Mr Kramer pauses to take a call from Barbra Streisand's assistant who wants 12 copies of The Normal Heart script because Ms Streisand plans to put it on screen. A British Arena crew is making a film about Mr Kramer's life to be shown early next year. (His psychiatrist from London—where Mr Kramer spent much of the 1960s—refused to be interviewed for the documentary on ethical grounds, much, it seems, to the writer's disappointment.) A little bit of fame here and there delights him.

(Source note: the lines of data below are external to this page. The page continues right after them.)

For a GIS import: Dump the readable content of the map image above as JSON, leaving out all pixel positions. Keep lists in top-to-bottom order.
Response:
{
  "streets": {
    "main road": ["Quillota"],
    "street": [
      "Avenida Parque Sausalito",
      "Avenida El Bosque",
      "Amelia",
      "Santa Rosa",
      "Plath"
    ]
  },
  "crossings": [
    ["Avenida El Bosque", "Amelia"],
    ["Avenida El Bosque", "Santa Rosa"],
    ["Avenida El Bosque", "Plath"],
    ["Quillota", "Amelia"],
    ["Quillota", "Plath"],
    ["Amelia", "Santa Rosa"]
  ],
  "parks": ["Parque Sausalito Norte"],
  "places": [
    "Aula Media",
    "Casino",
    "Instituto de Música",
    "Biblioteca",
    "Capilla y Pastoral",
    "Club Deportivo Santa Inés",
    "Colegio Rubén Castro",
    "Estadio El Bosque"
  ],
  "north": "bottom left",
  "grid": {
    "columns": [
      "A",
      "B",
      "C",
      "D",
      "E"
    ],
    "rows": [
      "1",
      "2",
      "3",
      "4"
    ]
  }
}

The angry, obnoxious, loud-mouthed. Mr Kramer, the caricature of someone else's play entitled The Night Larry Kramer Kissed Me, the scourge of talk shows, the needier of the Bush administration, seems to have gone quiet.

After an argument, Mr Kramer has mostly left ACT-UP to the younger generation, feeling that there is little more he—or they—can do. "One thing that comes with knowing your days are numbered is that you say. 'OK, I'm gonna edit my life now', and you don't waste time with idiots." He has decided to concentrate on finishing his latest novel and has rented a house near the beach in East Hampton to escape to. Royalties from his books and plays and even his script for the Ken Russell film, Women in Love, mean he is self-sufficient.

Tonight he is on fine form, but there are days when he gets depressed. Who would not? In the past ten years, he has attended too many funerals. Some of his friends who are HIV positive find their struggle a lot harder. Mr Kramer is not sure whether therapy, a comfortable life or just plain gutsiness make it easier for him.

"I don't feel negative. I pat myself on the shoulder that we all got through 12 years of Reagan-Bush without slitting our wrists. That says something about the indomitability of the human soul, that you can have faith and optimism even in the face of all the evidence to the contrary."